MATERIAL SUPPLIED:
######
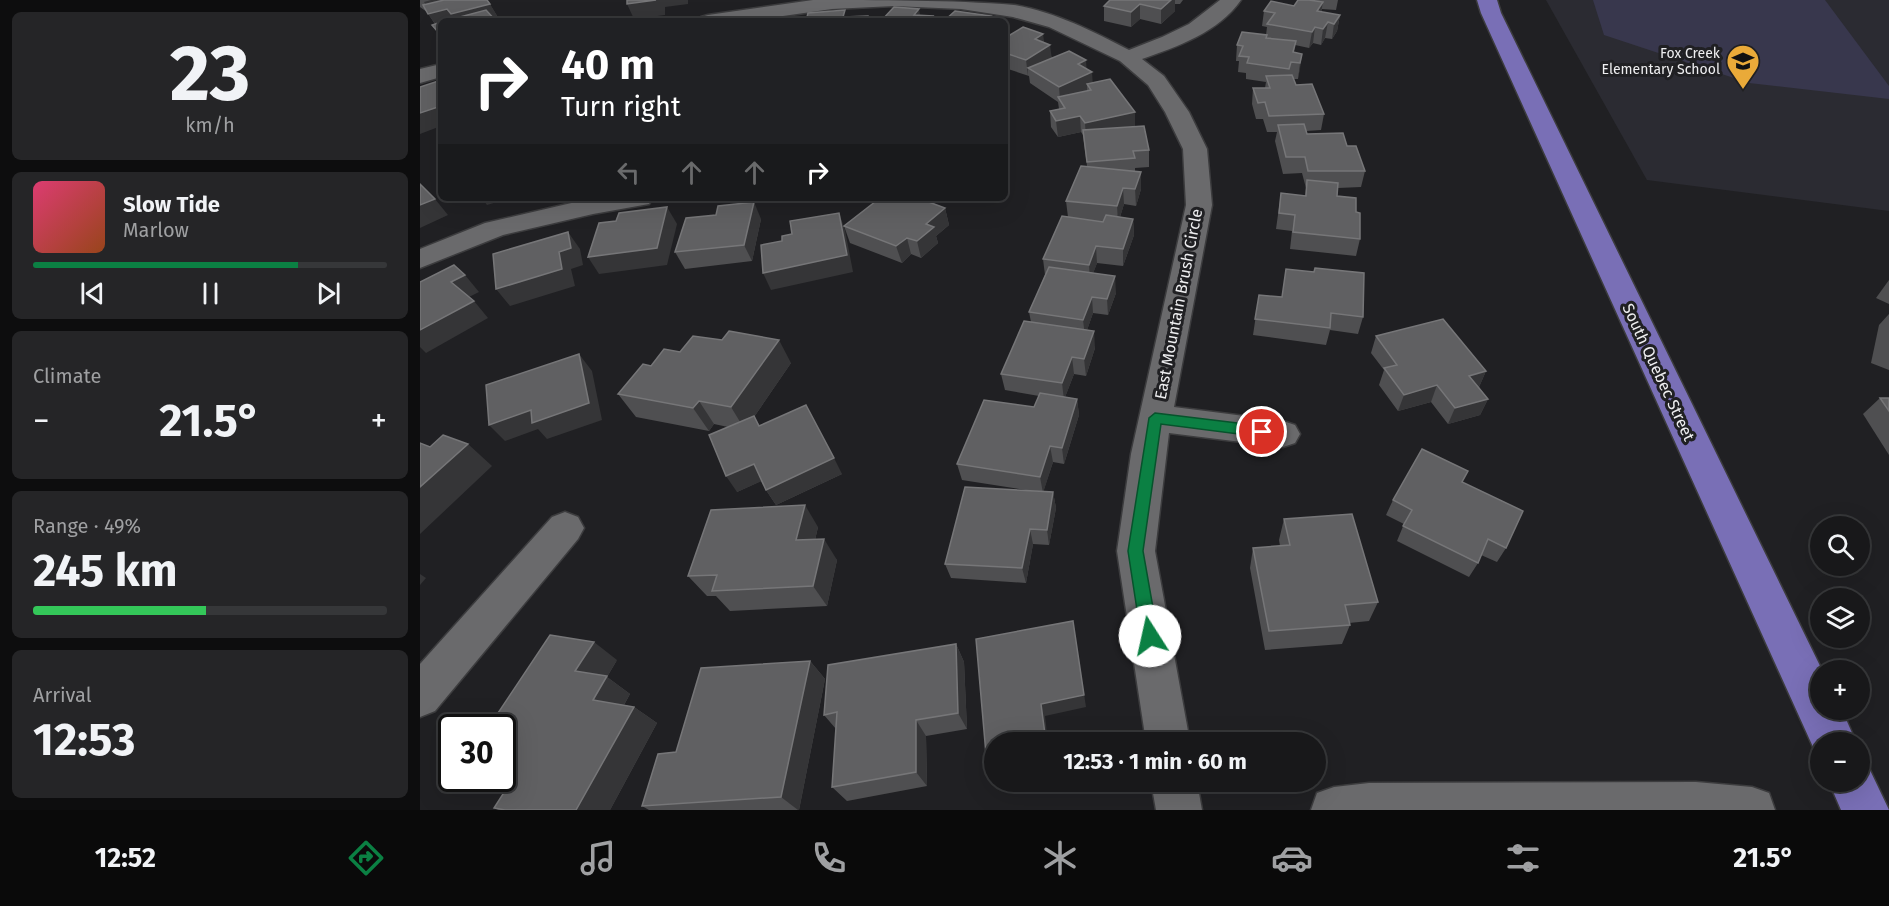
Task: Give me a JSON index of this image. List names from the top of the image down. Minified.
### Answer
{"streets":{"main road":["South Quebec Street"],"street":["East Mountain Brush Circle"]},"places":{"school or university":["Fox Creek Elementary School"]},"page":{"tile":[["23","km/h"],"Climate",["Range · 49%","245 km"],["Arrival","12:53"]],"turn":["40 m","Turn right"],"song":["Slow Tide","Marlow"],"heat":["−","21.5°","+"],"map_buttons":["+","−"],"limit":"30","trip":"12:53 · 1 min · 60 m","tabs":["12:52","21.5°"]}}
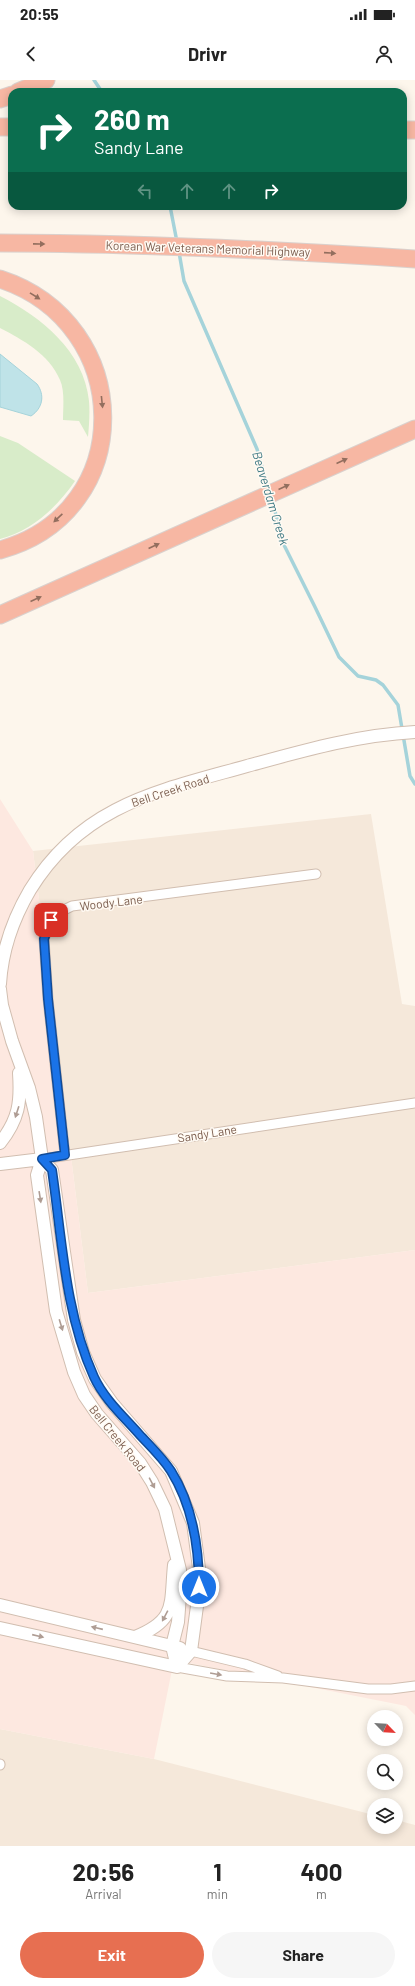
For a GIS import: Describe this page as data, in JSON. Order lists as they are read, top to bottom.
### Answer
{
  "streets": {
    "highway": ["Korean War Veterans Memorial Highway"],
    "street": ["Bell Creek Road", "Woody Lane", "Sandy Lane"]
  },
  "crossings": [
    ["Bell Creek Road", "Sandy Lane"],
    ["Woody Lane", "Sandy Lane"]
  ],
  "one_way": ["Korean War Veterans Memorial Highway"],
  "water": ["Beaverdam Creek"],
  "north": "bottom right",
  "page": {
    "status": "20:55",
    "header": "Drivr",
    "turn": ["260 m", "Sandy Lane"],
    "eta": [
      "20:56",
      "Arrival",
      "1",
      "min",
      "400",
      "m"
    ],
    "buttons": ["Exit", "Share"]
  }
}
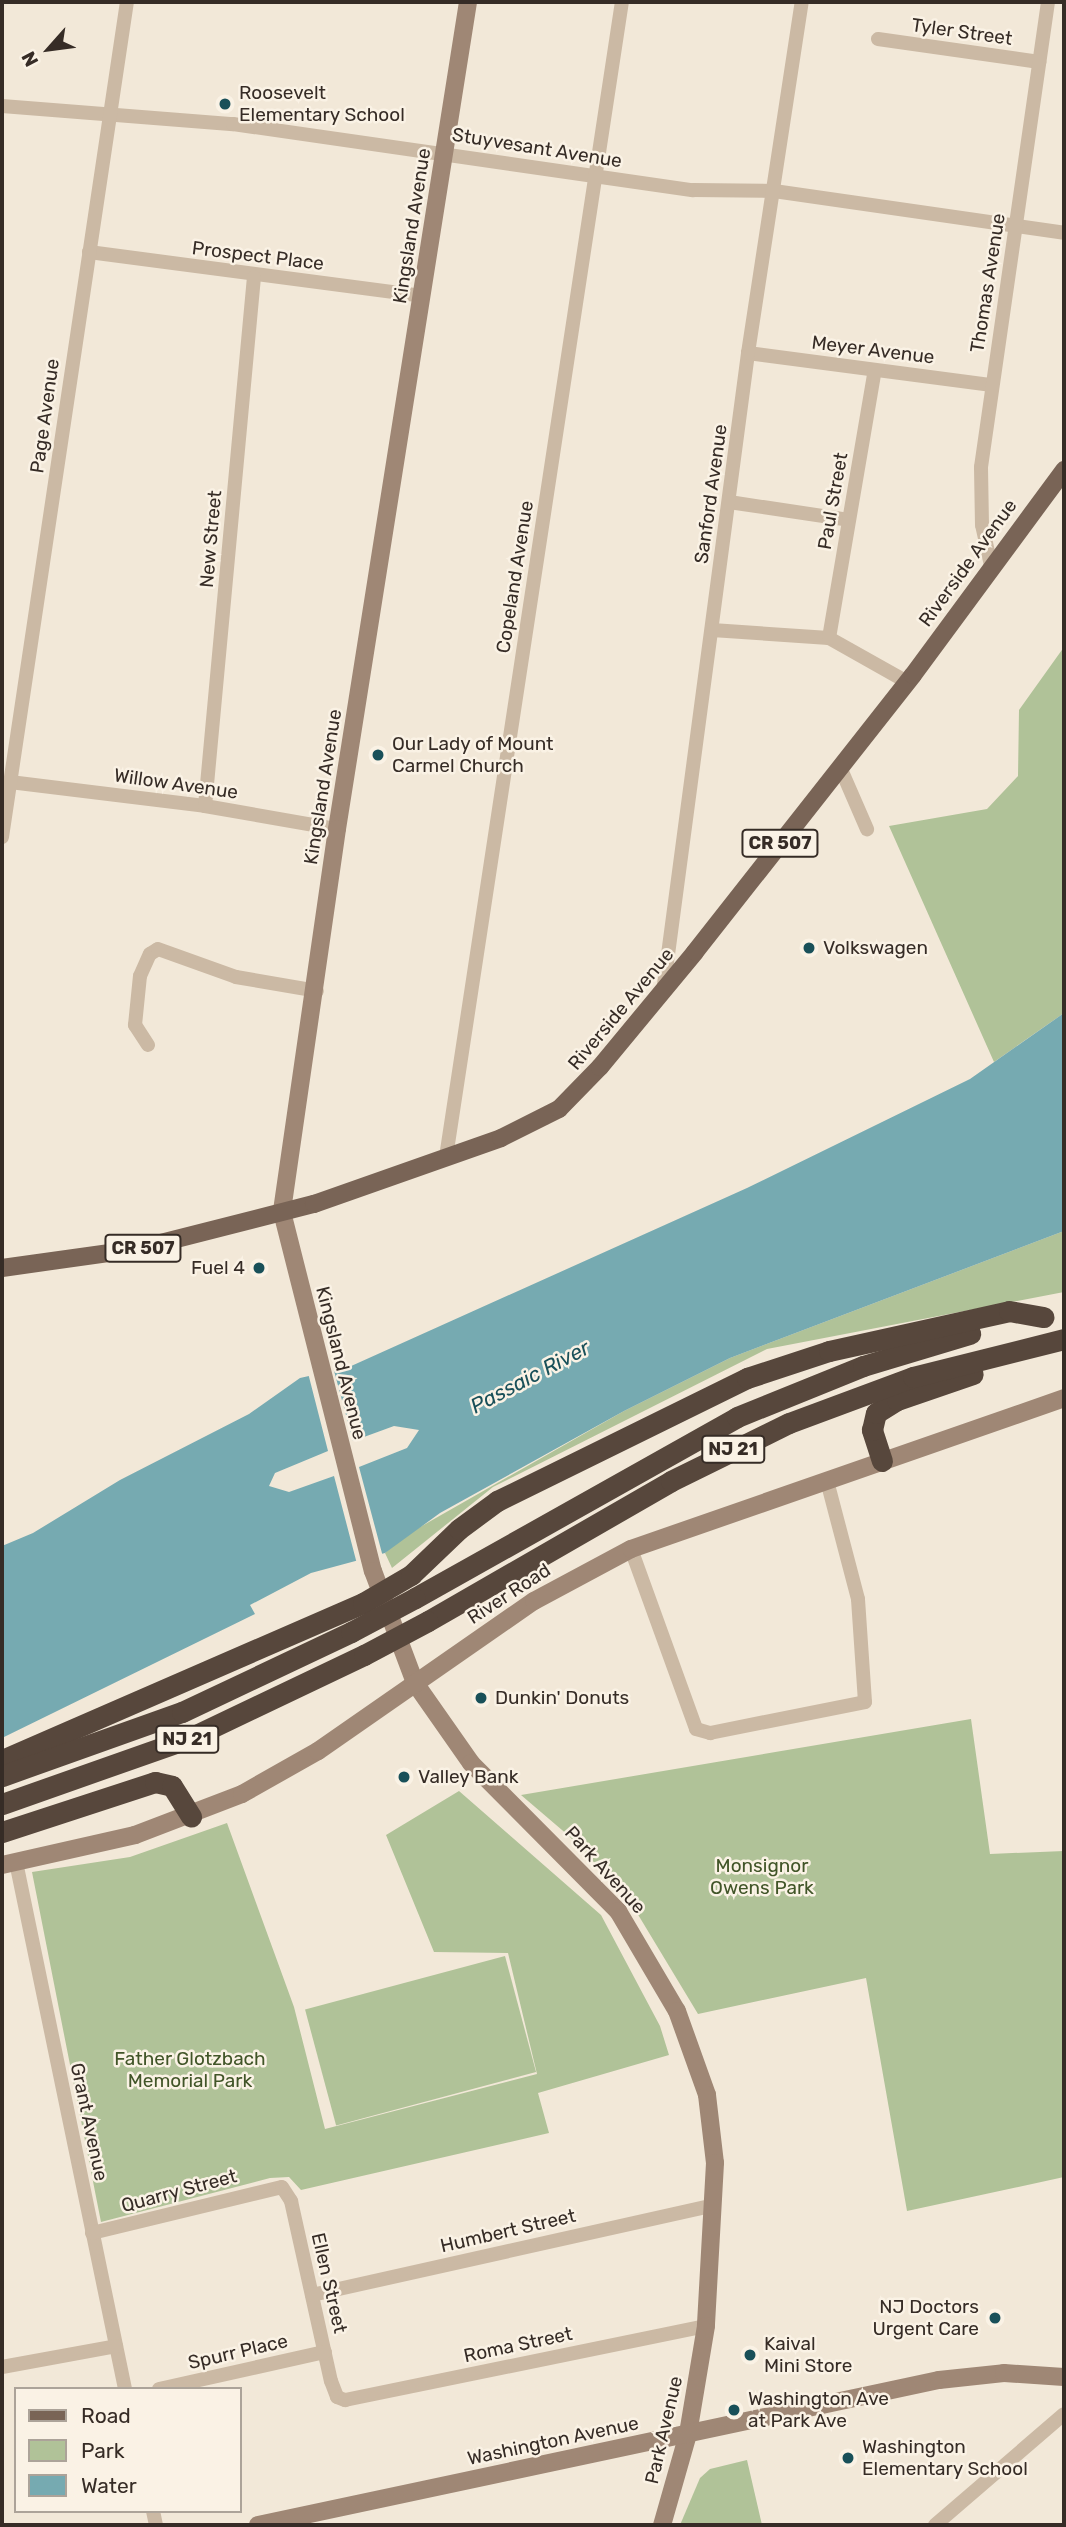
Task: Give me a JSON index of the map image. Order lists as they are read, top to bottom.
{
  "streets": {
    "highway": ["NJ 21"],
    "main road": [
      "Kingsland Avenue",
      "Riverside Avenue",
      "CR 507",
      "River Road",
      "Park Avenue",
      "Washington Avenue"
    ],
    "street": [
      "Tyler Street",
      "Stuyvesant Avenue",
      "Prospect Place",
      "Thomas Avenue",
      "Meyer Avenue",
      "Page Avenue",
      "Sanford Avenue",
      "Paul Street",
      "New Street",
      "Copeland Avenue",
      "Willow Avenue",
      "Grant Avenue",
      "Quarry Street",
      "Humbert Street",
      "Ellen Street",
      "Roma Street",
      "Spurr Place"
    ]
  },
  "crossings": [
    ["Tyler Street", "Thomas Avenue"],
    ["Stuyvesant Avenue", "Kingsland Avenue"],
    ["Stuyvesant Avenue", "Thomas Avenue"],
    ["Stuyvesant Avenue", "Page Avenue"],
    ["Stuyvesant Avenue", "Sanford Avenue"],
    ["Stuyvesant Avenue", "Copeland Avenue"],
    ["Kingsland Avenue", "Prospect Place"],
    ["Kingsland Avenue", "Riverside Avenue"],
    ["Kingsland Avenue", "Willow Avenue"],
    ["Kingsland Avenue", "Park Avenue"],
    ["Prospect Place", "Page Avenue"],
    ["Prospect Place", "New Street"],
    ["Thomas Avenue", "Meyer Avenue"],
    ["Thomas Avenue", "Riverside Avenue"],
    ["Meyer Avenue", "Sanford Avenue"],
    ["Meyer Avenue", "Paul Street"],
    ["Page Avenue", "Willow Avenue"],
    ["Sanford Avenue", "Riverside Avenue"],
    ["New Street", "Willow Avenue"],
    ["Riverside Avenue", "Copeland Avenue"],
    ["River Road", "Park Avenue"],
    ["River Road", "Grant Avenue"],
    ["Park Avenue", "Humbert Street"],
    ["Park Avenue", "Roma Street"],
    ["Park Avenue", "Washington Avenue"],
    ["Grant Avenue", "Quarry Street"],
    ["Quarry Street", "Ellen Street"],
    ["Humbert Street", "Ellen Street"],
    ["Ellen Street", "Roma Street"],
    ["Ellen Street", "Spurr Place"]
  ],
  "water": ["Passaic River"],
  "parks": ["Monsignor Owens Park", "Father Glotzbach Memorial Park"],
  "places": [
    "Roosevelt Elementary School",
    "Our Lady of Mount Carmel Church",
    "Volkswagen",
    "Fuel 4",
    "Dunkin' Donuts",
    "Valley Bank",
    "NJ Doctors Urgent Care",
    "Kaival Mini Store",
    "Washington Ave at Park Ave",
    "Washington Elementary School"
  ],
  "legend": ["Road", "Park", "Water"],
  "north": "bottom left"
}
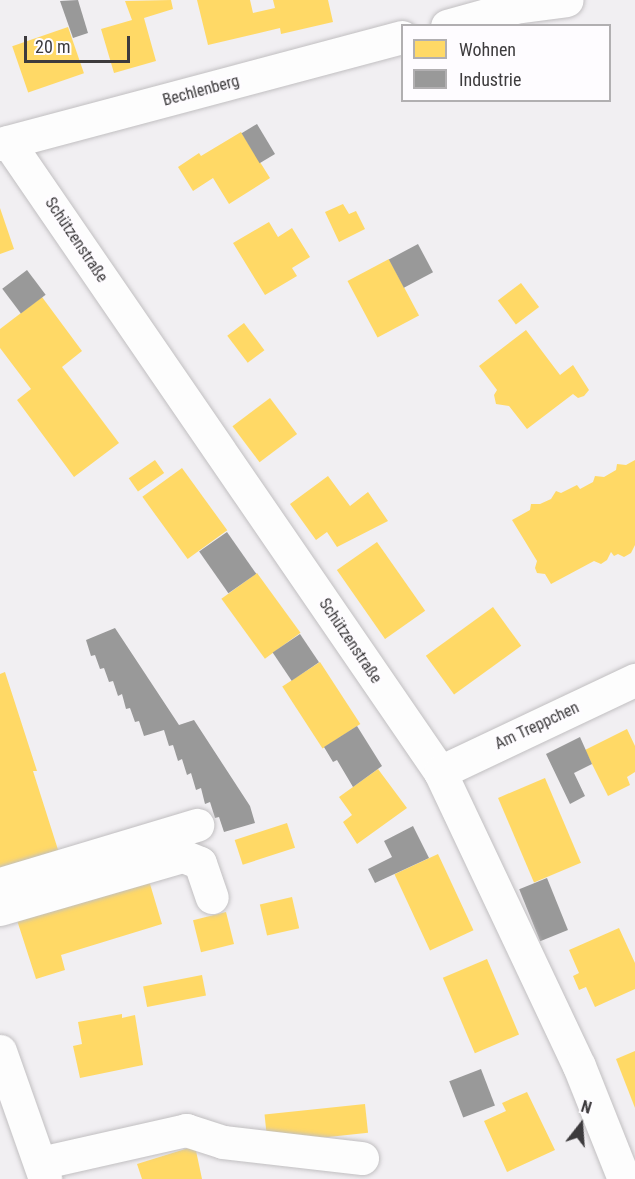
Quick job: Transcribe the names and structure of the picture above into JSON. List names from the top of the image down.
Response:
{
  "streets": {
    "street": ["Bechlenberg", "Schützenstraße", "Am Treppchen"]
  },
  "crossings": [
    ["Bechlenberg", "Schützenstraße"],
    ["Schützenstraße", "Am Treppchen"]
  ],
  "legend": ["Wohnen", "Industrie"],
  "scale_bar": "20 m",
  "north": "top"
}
######
These entries are to be printed again word for word, except for the pictures.

Task: Give me a JSON index of this image. List names from the top of the image down. Minified.
### Answer
{"streets":{"main road":["South Quebec Street"],"street":["East Mountain Brush Circle"]},"places":{"school or university":["Fox Creek Elementary School"]},"page":{"tile":[["23","km/h"],"Climate",["Range · 49%","245 km"],["Arrival","12:53"]],"turn":["40 m","Turn right"],"song":["Slow Tide","Marlow"],"heat":["−","21.5°","+"],"map_buttons":["+","−"],"limit":"30","trip":"12:53 · 1 min · 60 m","tabs":["12:52","21.5°"]}}
For a GIS import: Describe this page as data, in JSON. Order lists as they are read, top to bottom.
### Answer
{
  "streets": {
    "highway": ["Korean War Veterans Memorial Highway"],
    "street": ["Bell Creek Road", "Woody Lane", "Sandy Lane"]
  },
  "crossings": [
    ["Bell Creek Road", "Sandy Lane"],
    ["Woody Lane", "Sandy Lane"]
  ],
  "one_way": ["Korean War Veterans Memorial Highway"],
  "water": ["Beaverdam Creek"],
  "north": "bottom right",
  "page": {
    "status": "20:55",
    "header": "Drivr",
    "turn": ["260 m", "Sandy Lane"],
    "eta": [
      "20:56",
      "Arrival",
      "1",
      "min",
      "400",
      "m"
    ],
    "buttons": ["Exit", "Share"]
  }
}
Task: Give me a JSON index of the map image. Order lists as they are read, top to bottom.
{
  "streets": {
    "highway": ["NJ 21"],
    "main road": [
      "Kingsland Avenue",
      "Riverside Avenue",
      "CR 507",
      "River Road",
      "Park Avenue",
      "Washington Avenue"
    ],
    "street": [
      "Tyler Street",
      "Stuyvesant Avenue",
      "Prospect Place",
      "Thomas Avenue",
      "Meyer Avenue",
      "Page Avenue",
      "Sanford Avenue",
      "Paul Street",
      "New Street",
      "Copeland Avenue",
      "Willow Avenue",
      "Grant Avenue",
      "Quarry Street",
      "Humbert Street",
      "Ellen Street",
      "Roma Street",
      "Spurr Place"
    ]
  },
  "crossings": [
    ["Tyler Street", "Thomas Avenue"],
    ["Stuyvesant Avenue", "Kingsland Avenue"],
    ["Stuyvesant Avenue", "Thomas Avenue"],
    ["Stuyvesant Avenue", "Page Avenue"],
    ["Stuyvesant Avenue", "Sanford Avenue"],
    ["Stuyvesant Avenue", "Copeland Avenue"],
    ["Kingsland Avenue", "Prospect Place"],
    ["Kingsland Avenue", "Riverside Avenue"],
    ["Kingsland Avenue", "Willow Avenue"],
    ["Kingsland Avenue", "Park Avenue"],
    ["Prospect Place", "Page Avenue"],
    ["Prospect Place", "New Street"],
    ["Thomas Avenue", "Meyer Avenue"],
    ["Thomas Avenue", "Riverside Avenue"],
    ["Meyer Avenue", "Sanford Avenue"],
    ["Meyer Avenue", "Paul Street"],
    ["Page Avenue", "Willow Avenue"],
    ["Sanford Avenue", "Riverside Avenue"],
    ["New Street", "Willow Avenue"],
    ["Riverside Avenue", "Copeland Avenue"],
    ["River Road", "Park Avenue"],
    ["River Road", "Grant Avenue"],
    ["Park Avenue", "Humbert Street"],
    ["Park Avenue", "Roma Street"],
    ["Park Avenue", "Washington Avenue"],
    ["Grant Avenue", "Quarry Street"],
    ["Quarry Street", "Ellen Street"],
    ["Humbert Street", "Ellen Street"],
    ["Ellen Street", "Roma Street"],
    ["Ellen Street", "Spurr Place"]
  ],
  "water": ["Passaic River"],
  "parks": ["Monsignor Owens Park", "Father Glotzbach Memorial Park"],
  "places": [
    "Roosevelt Elementary School",
    "Our Lady of Mount Carmel Church",
    "Volkswagen",
    "Fuel 4",
    "Dunkin' Donuts",
    "Valley Bank",
    "NJ Doctors Urgent Care",
    "Kaival Mini Store",
    "Washington Ave at Park Ave",
    "Washington Elementary School"
  ],
  "legend": ["Road", "Park", "Water"],
  "north": "bottom left"
}
Quick job: Transcribe the names and structure of the picture above into JSON. List names from the top of the image down.
Response:
{
  "streets": {
    "street": ["Bechlenberg", "Schützenstraße", "Am Treppchen"]
  },
  "crossings": [
    ["Bechlenberg", "Schützenstraße"],
    ["Schützenstraße", "Am Treppchen"]
  ],
  "legend": ["Wohnen", "Industrie"],
  "scale_bar": "20 m",
  "north": "top"
}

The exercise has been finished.